### [WHAT IS REQUIRED]
Nothing but a number is wanted here: the tally of lines in the material below that include "Kammala".

─── EXERCISE MATERIAL

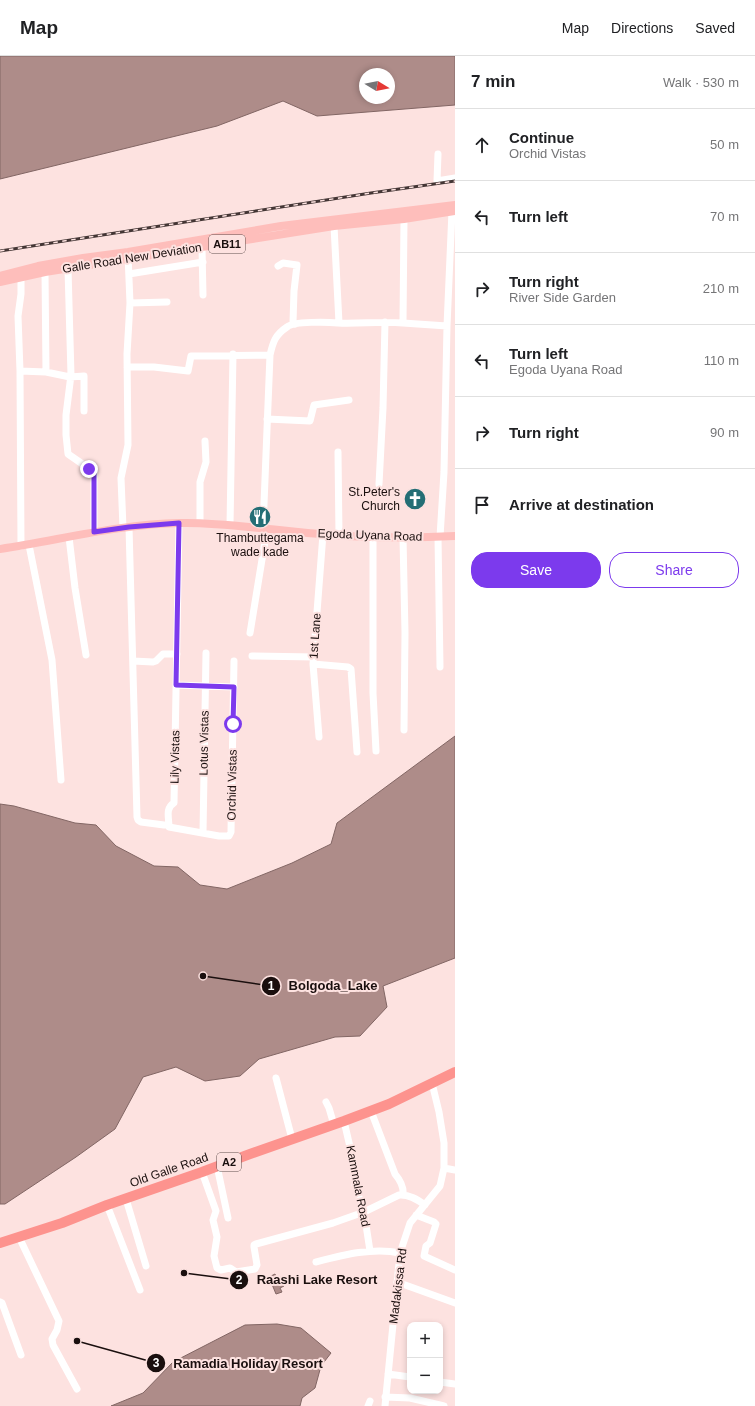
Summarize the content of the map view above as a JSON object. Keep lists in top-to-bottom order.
{
  "streets": {
    "highway": ["A2", "Old Galle Road"],
    "main road": ["AB11", "Galle Road New Deviation", "Egoda Uyana Road"],
    "street": [
      "1st Lane",
      "Lotus Vistas",
      "Lily Vistas",
      "Orchid Vistas",
      "Kammala Road",
      "Madakissa Rd"
    ]
  },
  "crossings": [
    ["Egoda Uyana Road", "1st Lane"],
    ["Egoda Uyana Road", "Lily Vistas"],
    ["Lotus Vistas", "Orchid Vistas"],
    ["Old Galle Road", "Kammala Road"],
    ["Old Galle Road", "Madakissa Rd"]
  ],
  "places": {
    "church": ["St.Peter's Church"],
    "restaurant": ["Thambuttegama wade kade"],
    "other": ["Bolgoda_Lake", "Raashi Lake Resort", "Ramadia Holiday Resort"]
  },
  "north": "right",
  "page": {
    "header": "Map",
    "nav": ["Map", "Directions", "Saved"],
    "heading": ["7 min", "Walk · 530 m"],
    "list": [
      ["Continue", "Orchid Vistas", "50 m"],
      ["Turn left", "70 m"],
      ["Turn right", "River Side Garden", "210 m"],
      ["Turn left", "Egoda Uyana Road", "110 m"],
      ["Turn right", "90 m"],
      "Arrive at destination"
    ],
    "buttons": ["Save", "Share"],
    "map_buttons": ["+", "−"]
  }
}
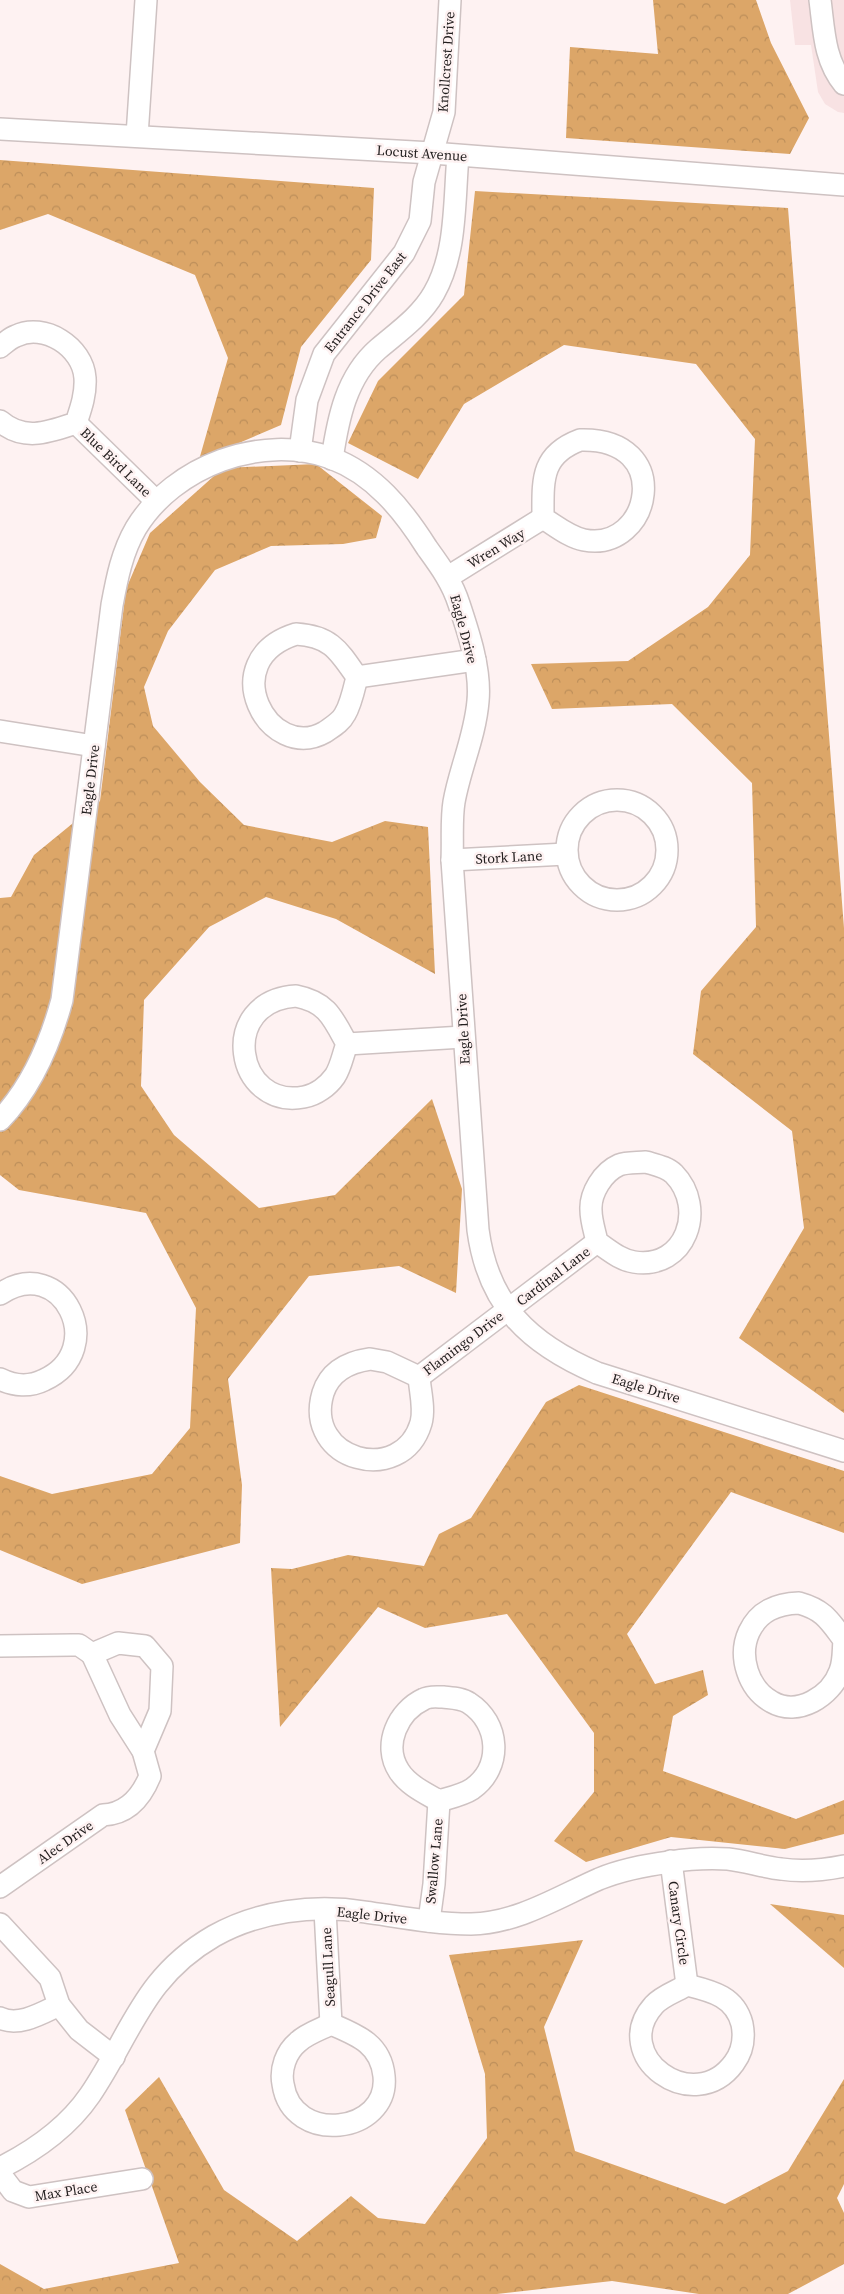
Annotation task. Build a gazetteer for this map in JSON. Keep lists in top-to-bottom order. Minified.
{"streets":{"street":["Knollcrest Drive","Locust Avenue","Entrance Drive East","Blue Bird Lane","Wren Way","Eagle Drive","Stork Lane","Cardinal Lane","Flamingo Drive","Alec Drive","Swallow Lane","Canary Circle","Seagull Lane","Max Place"]},"crossings":[["Knollcrest Drive","Locust Avenue"],["Knollcrest Drive","Entrance Drive East"],["Locust Avenue","Entrance Drive East"],["Entrance Drive East","Eagle Drive"],["Blue Bird Lane","Eagle Drive"],["Wren Way","Eagle Drive"],["Eagle Drive","Stork Lane"],["Eagle Drive","Cardinal Lane"],["Eagle Drive","Flamingo Drive"],["Eagle Drive","Swallow Lane"],["Eagle Drive","Canary Circle"],["Eagle Drive","Seagull Lane"],["Cardinal Lane","Flamingo Drive"]]}
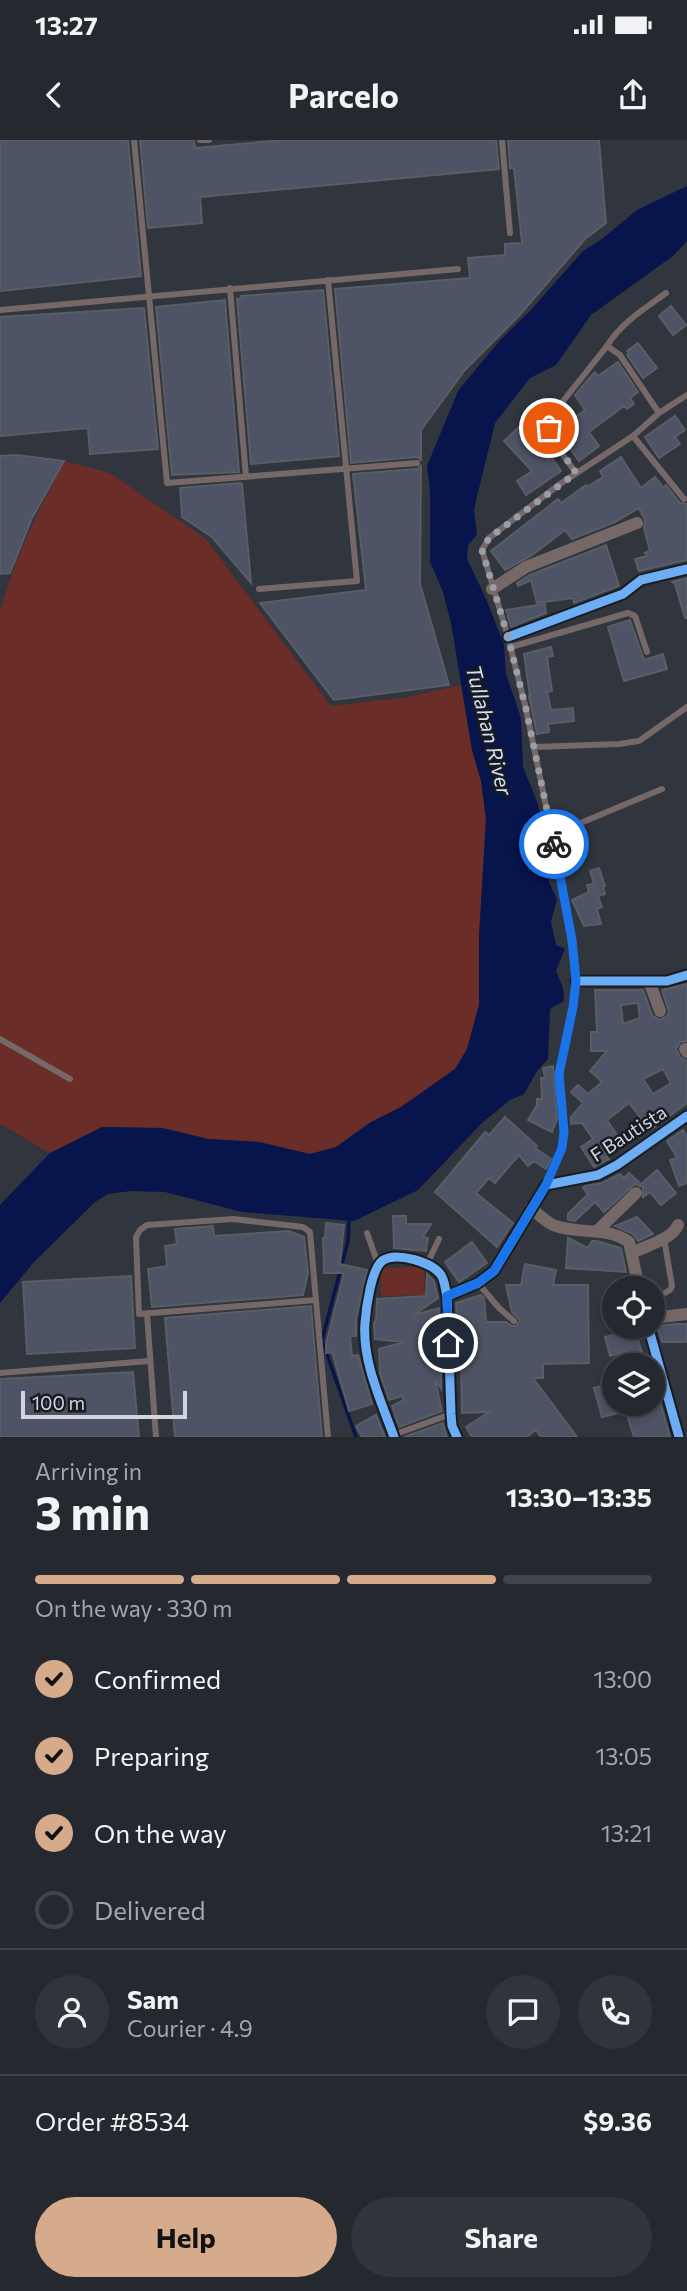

──────

### [TASK RESPONSE]
2